Antoine Deltour, 31 ans, s’est vu infliger six mois d’emprisonnement avec sursis et 1.500 euros d’amende, tandis que Raphaël Halet, 40 ans, a écopé d’une simple amende de 1.000 euros.

Ces peines sont conformes à celles réclamées par le premier avocat général lors du procès en appel, qui s’est tenu du 12 décembre 2016 au 9 janvier 2017 devant la cour d’appel de Luxembourg.

« Le seul jugement satisfaisant aurait été l’acquittement », a réagi M. Deltour. « Le vrai procès qui n’a pas eu lieu c’est celui de l’évasion fiscale », a pour sa part déclaré M. Halet.

Tous deux avaient fait appel de leur condamnation en première instance. Ils avaient alors été condamnés à respectivement 12 et 9 mois de prison avec sursis, assortis d’amendes de 1.500 et 1.000 euros.

Les deux hommes ont été « acquittés » mercredi des accusations de « violation du secret d’affaires ».

Mais M. Deltour a été reconnu coupable du vol de « 538 rescrits fiscaux » et de « blanchiment-détention », et M. Halet du vol de « 14 déclarations fiscales », de « blanchiment-détention » et de violation du secret professionnel.

’Première en Europe’

Concernant M. Deltour, sorti du tribunal sous les acclamations d’une centaine de personnes, la Cour a reconnu dans son arrêt « la cause justificative du +lanceur d’alerte+ concernant le reproche de violation du secret professionnel » et l’a donc « acquitté de cette prévention ».

« C’est la première fois en Europe qu’un juge national accorde » cela, s’est félicité son avocat, Me William Bourdon, saluant « une pierre très importante apportée à l’édifice de la protection des lanceurs d’alerte ». Il a cependant regretté que « les juges restent au milieu du gué ».

Plusieurs ONG, parmi lesquelles Oxfam et Attac, ont dénoncé dans un communiqué commun des peines « scandaleuses et inquiétantes », réclamant « une véritable protection » pour les lanceurs d’alerte. « Antoine Deltour et Raphaël Halet devraient avant tout être remerciés pour leurs actions », ont-elles estimé.

« Cette décision est inique et inquiétante », a abondé le secrétaire général de Reporters Sans Frontières (RSF), Christophe Deloire, pour qui « ce procès n’aurait pas dû avoir lieu ».

Les deux hommes avaient soustrait des milliers de documents fiscaux confidentiels à la société de conseil PwC, détaillant les accords passés avec le fisc luxembourgeois pour le compte de grandes entreprises.

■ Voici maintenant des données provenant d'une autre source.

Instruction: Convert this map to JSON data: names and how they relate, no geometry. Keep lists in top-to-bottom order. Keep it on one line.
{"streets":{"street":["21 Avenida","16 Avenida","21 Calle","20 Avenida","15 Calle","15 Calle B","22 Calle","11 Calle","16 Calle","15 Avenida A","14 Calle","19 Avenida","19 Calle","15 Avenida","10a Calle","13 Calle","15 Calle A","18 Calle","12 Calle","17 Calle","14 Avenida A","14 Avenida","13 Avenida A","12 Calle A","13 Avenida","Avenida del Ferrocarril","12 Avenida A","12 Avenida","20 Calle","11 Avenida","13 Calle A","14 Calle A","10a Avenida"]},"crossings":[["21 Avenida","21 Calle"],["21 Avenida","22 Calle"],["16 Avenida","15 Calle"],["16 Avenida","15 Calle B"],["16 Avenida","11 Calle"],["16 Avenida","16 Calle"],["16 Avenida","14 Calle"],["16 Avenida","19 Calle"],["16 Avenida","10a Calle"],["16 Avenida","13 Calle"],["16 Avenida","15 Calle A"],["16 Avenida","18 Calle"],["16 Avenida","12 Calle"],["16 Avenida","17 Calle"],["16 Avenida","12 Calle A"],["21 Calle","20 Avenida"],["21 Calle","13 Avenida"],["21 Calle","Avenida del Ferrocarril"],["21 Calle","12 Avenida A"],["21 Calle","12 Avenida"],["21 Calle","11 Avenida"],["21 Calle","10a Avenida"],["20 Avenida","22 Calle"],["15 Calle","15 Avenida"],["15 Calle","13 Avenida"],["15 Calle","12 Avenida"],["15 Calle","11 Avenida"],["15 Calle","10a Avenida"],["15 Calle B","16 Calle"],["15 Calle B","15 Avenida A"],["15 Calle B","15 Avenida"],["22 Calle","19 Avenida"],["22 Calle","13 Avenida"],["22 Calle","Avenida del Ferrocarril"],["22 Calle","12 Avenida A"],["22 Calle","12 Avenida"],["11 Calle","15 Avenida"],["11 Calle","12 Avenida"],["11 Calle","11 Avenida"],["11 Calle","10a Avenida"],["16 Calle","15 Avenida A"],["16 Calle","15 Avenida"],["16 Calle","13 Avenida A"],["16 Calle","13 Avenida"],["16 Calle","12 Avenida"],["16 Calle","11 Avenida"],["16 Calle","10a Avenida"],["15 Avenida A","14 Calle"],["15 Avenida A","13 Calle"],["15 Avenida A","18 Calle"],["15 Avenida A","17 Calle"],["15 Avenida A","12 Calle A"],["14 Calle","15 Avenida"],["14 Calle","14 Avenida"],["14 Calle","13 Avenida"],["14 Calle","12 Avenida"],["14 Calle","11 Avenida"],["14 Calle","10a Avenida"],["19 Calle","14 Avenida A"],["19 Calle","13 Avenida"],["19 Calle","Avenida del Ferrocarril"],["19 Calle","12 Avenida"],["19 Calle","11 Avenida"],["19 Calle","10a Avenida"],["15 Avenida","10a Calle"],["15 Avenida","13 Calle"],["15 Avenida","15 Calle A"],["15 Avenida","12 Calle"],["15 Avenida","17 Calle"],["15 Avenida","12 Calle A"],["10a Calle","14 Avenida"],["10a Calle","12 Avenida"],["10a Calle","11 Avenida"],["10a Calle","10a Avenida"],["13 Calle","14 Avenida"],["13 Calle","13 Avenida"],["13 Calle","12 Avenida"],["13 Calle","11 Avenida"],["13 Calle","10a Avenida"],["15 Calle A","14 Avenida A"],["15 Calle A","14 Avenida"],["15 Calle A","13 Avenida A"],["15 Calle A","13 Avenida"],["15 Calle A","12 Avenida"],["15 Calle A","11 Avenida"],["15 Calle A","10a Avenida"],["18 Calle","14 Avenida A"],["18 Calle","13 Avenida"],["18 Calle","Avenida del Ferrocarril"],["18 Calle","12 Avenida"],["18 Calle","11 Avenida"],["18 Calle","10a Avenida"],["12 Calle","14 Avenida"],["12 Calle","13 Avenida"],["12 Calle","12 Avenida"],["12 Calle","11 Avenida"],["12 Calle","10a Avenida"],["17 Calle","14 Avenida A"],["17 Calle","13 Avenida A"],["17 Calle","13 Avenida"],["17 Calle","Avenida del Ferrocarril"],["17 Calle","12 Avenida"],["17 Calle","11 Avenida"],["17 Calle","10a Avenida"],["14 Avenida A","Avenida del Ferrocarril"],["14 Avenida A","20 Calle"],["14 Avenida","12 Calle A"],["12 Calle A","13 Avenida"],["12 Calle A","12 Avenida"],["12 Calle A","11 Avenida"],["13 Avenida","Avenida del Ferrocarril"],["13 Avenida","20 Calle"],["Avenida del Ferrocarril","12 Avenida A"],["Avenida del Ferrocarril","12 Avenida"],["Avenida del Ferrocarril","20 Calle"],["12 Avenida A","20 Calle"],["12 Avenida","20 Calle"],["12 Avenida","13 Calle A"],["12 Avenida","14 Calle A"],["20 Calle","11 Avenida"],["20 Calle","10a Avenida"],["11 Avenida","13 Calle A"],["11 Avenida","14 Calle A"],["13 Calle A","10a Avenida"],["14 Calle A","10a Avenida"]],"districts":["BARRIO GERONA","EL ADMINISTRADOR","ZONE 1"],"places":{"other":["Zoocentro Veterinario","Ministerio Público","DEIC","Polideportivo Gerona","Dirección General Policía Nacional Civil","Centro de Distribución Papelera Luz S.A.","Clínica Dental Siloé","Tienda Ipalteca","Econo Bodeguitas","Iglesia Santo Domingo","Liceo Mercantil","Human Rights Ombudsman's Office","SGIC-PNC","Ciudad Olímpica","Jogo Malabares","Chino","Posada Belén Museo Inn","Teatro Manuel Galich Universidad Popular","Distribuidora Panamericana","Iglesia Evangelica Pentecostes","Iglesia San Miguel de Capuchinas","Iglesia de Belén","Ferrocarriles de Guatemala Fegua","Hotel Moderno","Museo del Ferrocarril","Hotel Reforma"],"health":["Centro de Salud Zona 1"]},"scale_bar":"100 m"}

Les fichiers avaient été dérobées par Antoine Deltour le 13 octobre 2010 avant de quitter la firme et par Raphaël Halet après le premier reportage en 2012, alors qu’il était en contact avec Edouard Perrin.

Ils avaient communiqué les documents à ce membre du consortium international des journalistes d’investigation (ICIJ), l’organisation à l’origine des révélations du 5 novembre 2014 dites « LuxLeaks ».

Ce dernier avait utilisé ces documents pour réaliser deux reportages diffusés en 2012 et 2013 sur France 2. Poursuivi pour complicité, il avait déjà été acquitté en première instance.

Le 5 novembre 2014, l’ICIJ avait publié sur son site internet 548 rescrits fiscaux liant l’administration luxembourgeoise à plus de 350 sociétés, et 16 déclarations fiscales.

Le scandale avait poussé le gouvernement luxembourgeois à battre en retraite sur l’échange transfrontalier de documentation fiscale et avait fragilisé l’ex-Premier ministre luxembourgeois Jean-Claude Juncker, fraichement investi président de la Commission européenne.

Les révélations de LuxLeaks ont également servi de catalyseur à l’adoption de normes favorisant une homogénéisation de l’imposition des firmes multinationales à travers les pays de l’OCDE (Organisation de coopération et de développement économiques).